The poor accuracy of Internet search engines may lead some organizations to wonder about the practicality of search and retrieval systems if workers have a difficult time finding what they want. But Weissman says not to worry. Highly sophisticated search engines are available that understand business rules, recognize word patterns and search for thematic concepts in the hunt for the right information.
These quasi-intelligent tools can be used to search everything from intranets, document management systems and word processing files, to newsfeeds, e-mail and even graphical images and video.
How the engines search varies from product to product, although most rely on at least several recognized query techniques. Verity's core product, Verity Information Server, indexes, searches and retrieves information on Web and file servers stored in a variety of formats. Information Server uses a combination of query operations including Boolean, proximity, frequency, concept, weighted and fuzzy word searching. It also provides a selection of query formats, such as commas that string together keywords, to help workers find the needle in the haystack.
Fuzzy searching involves pattern matching so that a search for "legislature" will also recognize misspelled versions of the same word, such as "ligislature" or "legisleture." Misspellings often crop up in documents scanned into computers using optical character-recognition software.

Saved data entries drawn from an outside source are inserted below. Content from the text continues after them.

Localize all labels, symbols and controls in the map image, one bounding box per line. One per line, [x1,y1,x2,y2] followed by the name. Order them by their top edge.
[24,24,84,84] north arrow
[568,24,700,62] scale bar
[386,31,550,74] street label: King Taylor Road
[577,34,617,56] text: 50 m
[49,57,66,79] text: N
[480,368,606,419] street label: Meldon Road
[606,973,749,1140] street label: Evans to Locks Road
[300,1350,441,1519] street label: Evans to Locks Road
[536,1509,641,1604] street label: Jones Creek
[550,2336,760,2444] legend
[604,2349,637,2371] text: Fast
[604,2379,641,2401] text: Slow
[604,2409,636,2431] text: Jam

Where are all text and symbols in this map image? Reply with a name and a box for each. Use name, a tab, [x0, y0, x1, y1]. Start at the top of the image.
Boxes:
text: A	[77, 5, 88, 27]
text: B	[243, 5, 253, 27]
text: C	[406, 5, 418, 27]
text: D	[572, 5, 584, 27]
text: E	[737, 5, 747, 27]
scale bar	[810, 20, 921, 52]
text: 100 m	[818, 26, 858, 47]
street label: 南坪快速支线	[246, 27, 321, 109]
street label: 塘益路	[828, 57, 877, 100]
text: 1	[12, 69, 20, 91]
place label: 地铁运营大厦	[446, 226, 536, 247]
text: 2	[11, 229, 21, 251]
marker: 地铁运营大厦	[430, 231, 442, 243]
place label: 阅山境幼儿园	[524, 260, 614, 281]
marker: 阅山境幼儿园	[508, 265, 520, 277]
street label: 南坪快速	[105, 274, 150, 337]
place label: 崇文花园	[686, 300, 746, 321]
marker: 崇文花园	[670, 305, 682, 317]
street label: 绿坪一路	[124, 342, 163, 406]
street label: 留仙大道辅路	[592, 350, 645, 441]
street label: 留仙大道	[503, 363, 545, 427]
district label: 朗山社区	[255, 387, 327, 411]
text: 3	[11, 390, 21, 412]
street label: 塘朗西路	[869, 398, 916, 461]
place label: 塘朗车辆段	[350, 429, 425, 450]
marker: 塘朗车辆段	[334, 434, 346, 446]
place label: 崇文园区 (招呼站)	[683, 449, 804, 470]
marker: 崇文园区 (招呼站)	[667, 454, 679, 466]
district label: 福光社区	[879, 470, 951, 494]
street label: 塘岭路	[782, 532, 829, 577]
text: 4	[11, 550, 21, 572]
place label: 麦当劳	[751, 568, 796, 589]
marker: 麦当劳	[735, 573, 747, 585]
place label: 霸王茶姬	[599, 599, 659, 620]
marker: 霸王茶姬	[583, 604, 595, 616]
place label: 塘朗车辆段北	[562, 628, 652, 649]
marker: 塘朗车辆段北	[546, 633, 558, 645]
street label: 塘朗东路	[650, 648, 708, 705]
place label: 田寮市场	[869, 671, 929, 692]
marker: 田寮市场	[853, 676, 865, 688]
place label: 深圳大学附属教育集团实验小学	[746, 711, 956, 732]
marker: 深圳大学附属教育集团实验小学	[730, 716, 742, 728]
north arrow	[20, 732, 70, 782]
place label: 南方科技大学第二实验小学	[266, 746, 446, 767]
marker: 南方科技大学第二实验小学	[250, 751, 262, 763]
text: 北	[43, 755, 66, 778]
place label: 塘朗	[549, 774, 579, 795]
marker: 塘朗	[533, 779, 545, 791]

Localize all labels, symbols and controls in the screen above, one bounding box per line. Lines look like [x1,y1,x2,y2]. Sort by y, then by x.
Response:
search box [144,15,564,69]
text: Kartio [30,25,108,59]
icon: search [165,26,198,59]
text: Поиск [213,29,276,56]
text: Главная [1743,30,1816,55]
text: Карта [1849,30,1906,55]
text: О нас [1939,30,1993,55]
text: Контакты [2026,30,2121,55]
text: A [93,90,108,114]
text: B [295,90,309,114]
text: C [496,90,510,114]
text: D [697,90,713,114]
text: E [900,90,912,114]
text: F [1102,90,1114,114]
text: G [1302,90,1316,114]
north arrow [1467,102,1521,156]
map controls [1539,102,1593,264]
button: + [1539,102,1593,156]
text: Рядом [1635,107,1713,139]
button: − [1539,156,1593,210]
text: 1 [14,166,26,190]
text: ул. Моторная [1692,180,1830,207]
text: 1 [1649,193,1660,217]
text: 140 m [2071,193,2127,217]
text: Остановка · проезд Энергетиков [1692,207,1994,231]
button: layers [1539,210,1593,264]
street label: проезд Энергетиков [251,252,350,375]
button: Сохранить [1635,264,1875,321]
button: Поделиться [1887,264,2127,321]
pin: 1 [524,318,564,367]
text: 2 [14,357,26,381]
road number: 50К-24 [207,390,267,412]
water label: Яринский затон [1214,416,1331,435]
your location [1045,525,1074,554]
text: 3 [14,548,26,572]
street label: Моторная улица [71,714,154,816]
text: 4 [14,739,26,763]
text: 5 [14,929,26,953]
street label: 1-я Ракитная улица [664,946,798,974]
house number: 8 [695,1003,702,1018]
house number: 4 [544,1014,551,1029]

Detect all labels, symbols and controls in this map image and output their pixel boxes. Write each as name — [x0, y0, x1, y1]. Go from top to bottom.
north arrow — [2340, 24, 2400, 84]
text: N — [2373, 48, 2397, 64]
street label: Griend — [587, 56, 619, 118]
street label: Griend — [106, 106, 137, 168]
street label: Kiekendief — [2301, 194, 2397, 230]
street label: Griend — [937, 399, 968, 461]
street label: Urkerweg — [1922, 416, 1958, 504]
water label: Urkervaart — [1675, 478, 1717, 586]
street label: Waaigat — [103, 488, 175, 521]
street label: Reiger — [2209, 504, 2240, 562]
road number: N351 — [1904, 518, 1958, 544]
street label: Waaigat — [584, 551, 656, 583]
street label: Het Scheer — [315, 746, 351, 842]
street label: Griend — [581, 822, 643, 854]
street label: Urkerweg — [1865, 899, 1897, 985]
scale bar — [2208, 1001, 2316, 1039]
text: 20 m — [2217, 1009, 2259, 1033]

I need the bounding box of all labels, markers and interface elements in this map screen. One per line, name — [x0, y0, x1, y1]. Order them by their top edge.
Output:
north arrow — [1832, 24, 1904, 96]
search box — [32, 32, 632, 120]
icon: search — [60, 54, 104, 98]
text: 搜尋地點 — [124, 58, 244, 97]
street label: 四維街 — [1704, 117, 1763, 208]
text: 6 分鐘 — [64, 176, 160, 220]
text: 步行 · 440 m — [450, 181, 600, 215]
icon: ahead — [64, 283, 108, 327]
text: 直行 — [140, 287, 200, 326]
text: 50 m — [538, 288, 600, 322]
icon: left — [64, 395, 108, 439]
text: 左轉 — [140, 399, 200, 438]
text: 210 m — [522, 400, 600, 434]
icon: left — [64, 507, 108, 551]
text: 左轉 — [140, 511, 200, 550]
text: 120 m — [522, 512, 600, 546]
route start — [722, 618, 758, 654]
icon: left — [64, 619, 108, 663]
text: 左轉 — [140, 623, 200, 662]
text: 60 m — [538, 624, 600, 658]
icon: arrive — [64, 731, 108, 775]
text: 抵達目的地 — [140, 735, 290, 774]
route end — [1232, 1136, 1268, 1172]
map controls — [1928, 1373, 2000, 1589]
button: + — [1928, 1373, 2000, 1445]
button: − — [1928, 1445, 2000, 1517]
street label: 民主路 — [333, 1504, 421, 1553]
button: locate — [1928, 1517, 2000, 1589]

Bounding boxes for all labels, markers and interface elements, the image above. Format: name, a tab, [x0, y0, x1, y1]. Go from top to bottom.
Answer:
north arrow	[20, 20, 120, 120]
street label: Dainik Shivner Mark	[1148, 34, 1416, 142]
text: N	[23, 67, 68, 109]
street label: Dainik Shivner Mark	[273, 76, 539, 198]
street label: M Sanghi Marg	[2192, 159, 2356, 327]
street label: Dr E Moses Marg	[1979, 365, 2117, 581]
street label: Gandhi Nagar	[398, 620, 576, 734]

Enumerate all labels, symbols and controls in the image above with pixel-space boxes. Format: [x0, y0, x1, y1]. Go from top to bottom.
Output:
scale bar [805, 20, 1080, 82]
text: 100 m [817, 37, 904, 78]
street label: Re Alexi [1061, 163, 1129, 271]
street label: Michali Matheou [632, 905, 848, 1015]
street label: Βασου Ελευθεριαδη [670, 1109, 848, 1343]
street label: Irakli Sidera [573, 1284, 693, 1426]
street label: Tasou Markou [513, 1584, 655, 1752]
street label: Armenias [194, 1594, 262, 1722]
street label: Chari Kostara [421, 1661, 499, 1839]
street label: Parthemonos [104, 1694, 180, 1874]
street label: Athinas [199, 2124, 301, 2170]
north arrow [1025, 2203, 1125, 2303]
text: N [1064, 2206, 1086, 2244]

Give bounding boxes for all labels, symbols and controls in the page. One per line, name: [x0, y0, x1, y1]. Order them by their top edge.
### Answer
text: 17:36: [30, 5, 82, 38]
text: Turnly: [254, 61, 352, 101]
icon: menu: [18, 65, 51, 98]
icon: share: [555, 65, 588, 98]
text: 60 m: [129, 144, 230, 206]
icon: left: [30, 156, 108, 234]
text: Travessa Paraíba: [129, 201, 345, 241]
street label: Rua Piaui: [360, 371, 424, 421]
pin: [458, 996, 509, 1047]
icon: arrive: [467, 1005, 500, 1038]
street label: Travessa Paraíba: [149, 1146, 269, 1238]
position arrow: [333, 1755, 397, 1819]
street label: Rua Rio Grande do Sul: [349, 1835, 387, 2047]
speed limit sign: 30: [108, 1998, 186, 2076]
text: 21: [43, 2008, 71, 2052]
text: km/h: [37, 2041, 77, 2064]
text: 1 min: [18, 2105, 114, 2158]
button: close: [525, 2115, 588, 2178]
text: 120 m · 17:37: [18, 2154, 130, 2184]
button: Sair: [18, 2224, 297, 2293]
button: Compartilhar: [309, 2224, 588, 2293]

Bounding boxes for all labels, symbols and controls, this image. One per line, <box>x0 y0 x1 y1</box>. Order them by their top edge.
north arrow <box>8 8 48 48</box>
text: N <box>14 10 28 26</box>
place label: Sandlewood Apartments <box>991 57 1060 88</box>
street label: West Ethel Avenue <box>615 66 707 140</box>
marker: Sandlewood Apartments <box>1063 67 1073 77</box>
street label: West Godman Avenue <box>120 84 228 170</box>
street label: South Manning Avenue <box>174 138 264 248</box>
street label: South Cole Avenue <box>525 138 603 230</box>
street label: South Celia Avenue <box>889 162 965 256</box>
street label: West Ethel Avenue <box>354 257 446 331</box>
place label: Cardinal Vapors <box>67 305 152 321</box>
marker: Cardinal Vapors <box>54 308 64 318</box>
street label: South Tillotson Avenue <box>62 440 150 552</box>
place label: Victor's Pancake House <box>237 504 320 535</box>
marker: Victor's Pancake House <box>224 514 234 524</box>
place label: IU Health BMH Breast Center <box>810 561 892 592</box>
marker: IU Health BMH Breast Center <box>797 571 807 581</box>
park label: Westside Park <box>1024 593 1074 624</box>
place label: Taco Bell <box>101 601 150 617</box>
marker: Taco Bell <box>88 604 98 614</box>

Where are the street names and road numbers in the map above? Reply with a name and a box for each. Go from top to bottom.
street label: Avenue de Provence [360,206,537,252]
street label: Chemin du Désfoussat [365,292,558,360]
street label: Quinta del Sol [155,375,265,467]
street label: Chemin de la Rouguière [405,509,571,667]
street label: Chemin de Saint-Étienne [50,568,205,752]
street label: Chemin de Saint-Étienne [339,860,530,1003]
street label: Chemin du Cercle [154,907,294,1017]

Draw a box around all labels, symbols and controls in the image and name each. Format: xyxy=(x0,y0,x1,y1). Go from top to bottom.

Proximity searches look for two or more words in the same sentence or paragraph or for one word that's within two or three words of another. Concept searching looks at the words in a document to infer what the document is about. This technique avoids the problem with keyword searches, which can't tell the difference between a Macintosh apple and the Macintosh computer. To aid those navigating through a search, Information Server will rank hits by relevancy, highlight keyword terms, and cluster and summarize search results.
Add-on tools, such as Verity's Intranet Spider, which indexes Web sites and file servers at a rapid clip, and the Agent Server, which monitors the Internet and intranet sites and automatically retrieves information based on preset profiles, give an organization an arsenal of tools for finding just the right piece of information without wasting too much time.
Other search engine leaders, such as Excalibur and PC Docs/Fulcrum offer similar features, but have carved out different niches. Excalibur's RetrievalWare search software has built up a following for its image and video search capability. SearchServer, from PC Docs/Fulcrum, is considered highly scalable, capable of conducting searches across many millions of documents.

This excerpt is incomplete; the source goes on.